## How to complete this task
Start at the line in the entries below that contains "M643,0L682,75", stop at the line that contains "<!-- street labels -->", and output exactly the lines in that span, both ends included.

## Data records
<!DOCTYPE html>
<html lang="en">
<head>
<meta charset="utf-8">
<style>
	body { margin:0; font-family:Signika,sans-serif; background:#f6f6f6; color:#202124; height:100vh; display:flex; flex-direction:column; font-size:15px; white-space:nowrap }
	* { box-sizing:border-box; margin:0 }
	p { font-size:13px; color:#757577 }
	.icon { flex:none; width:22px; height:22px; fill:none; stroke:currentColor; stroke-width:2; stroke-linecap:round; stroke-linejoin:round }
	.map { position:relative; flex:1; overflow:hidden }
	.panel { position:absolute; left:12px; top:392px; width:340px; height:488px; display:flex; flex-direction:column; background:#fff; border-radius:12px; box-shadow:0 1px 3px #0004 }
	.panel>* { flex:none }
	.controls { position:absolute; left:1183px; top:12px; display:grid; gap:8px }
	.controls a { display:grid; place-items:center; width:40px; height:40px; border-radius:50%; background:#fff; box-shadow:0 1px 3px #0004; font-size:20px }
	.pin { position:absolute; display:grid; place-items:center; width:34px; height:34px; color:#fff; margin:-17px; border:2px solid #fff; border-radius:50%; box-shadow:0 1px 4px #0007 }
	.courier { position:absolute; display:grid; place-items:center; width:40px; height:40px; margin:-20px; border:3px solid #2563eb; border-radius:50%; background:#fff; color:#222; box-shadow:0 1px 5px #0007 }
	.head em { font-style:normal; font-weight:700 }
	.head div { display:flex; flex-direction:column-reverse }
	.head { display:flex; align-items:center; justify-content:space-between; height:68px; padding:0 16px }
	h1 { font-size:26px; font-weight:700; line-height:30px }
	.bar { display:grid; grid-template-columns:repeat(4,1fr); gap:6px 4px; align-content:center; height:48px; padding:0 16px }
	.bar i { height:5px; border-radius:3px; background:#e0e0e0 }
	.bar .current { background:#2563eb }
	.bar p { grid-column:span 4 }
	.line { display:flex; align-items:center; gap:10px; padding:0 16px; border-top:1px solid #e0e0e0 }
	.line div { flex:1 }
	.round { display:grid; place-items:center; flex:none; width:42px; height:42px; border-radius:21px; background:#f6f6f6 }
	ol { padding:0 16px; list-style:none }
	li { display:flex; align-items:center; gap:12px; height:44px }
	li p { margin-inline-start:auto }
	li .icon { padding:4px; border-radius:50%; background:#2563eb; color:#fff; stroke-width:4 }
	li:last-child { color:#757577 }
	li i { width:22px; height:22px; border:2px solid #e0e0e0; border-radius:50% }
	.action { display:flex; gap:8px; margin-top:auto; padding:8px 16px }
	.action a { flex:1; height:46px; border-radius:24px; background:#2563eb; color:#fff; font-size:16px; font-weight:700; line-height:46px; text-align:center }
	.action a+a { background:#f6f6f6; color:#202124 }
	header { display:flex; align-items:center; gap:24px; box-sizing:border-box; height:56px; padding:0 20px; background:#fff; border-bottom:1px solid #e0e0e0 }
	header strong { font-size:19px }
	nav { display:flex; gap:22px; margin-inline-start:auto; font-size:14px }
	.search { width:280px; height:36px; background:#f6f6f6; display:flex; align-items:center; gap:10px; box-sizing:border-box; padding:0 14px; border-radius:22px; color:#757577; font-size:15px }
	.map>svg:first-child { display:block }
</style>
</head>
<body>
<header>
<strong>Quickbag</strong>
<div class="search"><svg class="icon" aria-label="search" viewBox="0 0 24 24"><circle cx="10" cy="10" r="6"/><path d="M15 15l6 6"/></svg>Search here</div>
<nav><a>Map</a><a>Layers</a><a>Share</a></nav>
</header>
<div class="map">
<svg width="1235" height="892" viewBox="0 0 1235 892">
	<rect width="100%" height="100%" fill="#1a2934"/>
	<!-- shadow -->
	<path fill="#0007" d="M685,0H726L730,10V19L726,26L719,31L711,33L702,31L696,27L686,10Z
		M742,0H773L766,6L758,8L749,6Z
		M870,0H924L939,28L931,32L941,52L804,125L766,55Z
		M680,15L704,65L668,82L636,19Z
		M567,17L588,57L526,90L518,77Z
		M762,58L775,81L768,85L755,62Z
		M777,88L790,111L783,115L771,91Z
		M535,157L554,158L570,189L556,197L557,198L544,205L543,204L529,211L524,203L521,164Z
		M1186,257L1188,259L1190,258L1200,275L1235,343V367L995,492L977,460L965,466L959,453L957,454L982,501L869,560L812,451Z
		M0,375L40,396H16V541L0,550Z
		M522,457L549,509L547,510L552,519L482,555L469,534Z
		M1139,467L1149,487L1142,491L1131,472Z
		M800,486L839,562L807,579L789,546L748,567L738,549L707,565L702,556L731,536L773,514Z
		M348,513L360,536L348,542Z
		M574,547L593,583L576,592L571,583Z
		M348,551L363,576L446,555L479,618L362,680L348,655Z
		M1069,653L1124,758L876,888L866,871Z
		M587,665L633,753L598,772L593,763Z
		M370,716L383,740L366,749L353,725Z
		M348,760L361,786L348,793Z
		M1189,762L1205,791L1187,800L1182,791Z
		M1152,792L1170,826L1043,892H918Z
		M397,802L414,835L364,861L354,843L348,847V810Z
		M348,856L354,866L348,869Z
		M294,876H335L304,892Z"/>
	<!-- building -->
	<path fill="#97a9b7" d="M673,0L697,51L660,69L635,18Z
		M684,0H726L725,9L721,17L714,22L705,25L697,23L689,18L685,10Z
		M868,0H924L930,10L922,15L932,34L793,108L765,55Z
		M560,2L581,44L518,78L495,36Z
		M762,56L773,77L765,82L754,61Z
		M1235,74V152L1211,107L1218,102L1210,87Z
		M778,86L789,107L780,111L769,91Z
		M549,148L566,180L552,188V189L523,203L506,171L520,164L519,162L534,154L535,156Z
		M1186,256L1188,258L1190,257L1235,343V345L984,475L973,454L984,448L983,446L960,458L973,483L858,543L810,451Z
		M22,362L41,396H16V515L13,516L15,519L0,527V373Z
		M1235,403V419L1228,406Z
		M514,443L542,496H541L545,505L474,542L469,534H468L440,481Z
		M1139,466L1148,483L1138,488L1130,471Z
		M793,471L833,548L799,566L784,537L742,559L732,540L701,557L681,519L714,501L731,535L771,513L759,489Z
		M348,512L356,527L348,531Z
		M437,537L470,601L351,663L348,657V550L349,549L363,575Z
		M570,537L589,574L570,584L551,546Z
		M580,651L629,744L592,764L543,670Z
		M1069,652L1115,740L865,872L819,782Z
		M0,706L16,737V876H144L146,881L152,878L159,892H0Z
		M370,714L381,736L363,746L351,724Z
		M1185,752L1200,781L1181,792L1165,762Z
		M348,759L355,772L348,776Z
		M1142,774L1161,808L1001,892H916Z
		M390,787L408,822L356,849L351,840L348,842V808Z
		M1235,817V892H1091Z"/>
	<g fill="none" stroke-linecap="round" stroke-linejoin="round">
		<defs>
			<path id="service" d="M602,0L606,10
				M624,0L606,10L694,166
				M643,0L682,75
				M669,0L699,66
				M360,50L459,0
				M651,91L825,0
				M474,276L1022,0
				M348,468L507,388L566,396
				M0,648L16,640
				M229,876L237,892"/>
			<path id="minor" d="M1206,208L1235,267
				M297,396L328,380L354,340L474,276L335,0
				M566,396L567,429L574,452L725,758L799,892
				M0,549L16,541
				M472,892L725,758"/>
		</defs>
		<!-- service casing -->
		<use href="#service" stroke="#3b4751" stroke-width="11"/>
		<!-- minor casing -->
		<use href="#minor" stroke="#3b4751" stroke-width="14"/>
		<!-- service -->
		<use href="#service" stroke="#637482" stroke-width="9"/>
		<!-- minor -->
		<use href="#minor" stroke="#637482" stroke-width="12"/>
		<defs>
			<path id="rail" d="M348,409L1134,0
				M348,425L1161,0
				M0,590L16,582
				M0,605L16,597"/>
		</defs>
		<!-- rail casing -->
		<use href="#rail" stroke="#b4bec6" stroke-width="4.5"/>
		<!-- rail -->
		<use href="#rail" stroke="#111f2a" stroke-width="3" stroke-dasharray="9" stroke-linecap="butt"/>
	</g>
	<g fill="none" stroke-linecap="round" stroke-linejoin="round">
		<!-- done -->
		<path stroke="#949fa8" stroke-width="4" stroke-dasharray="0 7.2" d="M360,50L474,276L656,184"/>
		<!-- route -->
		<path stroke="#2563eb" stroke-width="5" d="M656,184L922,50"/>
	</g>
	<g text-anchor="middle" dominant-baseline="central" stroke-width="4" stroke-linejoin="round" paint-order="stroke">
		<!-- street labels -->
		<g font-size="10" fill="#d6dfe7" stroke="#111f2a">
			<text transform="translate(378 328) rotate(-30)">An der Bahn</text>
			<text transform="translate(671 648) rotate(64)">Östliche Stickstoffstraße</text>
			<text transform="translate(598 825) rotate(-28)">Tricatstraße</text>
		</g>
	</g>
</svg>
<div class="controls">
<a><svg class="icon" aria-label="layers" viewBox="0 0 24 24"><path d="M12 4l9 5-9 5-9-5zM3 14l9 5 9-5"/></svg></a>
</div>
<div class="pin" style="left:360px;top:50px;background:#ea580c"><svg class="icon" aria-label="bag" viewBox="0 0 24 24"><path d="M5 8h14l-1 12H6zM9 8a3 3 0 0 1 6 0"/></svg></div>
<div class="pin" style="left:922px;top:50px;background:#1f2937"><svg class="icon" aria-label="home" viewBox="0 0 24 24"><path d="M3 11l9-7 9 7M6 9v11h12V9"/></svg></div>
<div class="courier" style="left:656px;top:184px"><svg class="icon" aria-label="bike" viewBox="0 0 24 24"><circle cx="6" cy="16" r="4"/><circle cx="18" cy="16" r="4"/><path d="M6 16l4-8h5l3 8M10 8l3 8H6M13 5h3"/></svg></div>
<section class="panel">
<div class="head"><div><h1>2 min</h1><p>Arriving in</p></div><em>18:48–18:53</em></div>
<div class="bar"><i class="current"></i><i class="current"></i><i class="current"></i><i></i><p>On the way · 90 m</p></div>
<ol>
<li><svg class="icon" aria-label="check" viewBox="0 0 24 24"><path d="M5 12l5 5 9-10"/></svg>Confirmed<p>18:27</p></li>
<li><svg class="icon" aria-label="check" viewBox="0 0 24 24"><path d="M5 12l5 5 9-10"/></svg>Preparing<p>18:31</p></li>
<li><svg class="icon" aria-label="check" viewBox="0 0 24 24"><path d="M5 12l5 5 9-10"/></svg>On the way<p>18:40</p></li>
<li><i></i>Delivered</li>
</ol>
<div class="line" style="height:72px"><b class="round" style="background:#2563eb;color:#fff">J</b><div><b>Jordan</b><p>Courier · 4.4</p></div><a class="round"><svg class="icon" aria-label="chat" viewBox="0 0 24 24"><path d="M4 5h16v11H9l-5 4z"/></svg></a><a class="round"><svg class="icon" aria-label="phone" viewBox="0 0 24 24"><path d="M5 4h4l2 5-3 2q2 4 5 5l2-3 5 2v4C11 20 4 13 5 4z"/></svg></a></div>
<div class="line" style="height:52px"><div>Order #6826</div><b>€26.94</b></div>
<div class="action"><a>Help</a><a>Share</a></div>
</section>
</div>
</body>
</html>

## The answer
				M643,0L682,75
				M669,0L699,66
				M360,50L459,0
				M651,91L825,0
				M474,276L1022,0
				M348,468L507,388L566,396
				M0,648L16,640
				M229,876L237,892"/>
			<path id="minor" d="M1206,208L1235,267
				M297,396L328,380L354,340L474,276L335,0
				M566,396L567,429L574,452L725,758L799,892
				M0,549L16,541
				M472,892L725,758"/>
		</defs>
		<!-- service casing -->
		<use href="#service" stroke="#3b4751" stroke-width="11"/>
		<!-- minor casing -->
		<use href="#minor" stroke="#3b4751" stroke-width="14"/>
		<!-- service -->
		<use href="#service" stroke="#637482" stroke-width="9"/>
		<!-- minor -->
		<use href="#minor" stroke="#637482" stroke-width="12"/>
		<defs>
			<path id="rail" d="M348,409L1134,0
				M348,425L1161,0
				M0,590L16,582
				M0,605L16,597"/>
		</defs>
		<!-- rail casing -->
		<use href="#rail" stroke="#b4bec6" stroke-width="4.5"/>
		<!-- rail -->
		<use href="#rail" stroke="#111f2a" stroke-width="3" stroke-dasharray="9" stroke-linecap="butt"/>
	</g>
	<g fill="none" stroke-linecap="round" stroke-linejoin="round">
		<!-- done -->
		<path stroke="#949fa8" stroke-width="4" stroke-dasharray="0 7.2" d="M360,50L474,276L656,184"/>
		<!-- route -->
		<path stroke="#2563eb" stroke-width="5" d="M656,184L922,50"/>
	</g>
	<g text-anchor="middle" dominant-baseline="central" stroke-width="4" stroke-linejoin="round" paint-order="stroke">
		<!-- street labels -->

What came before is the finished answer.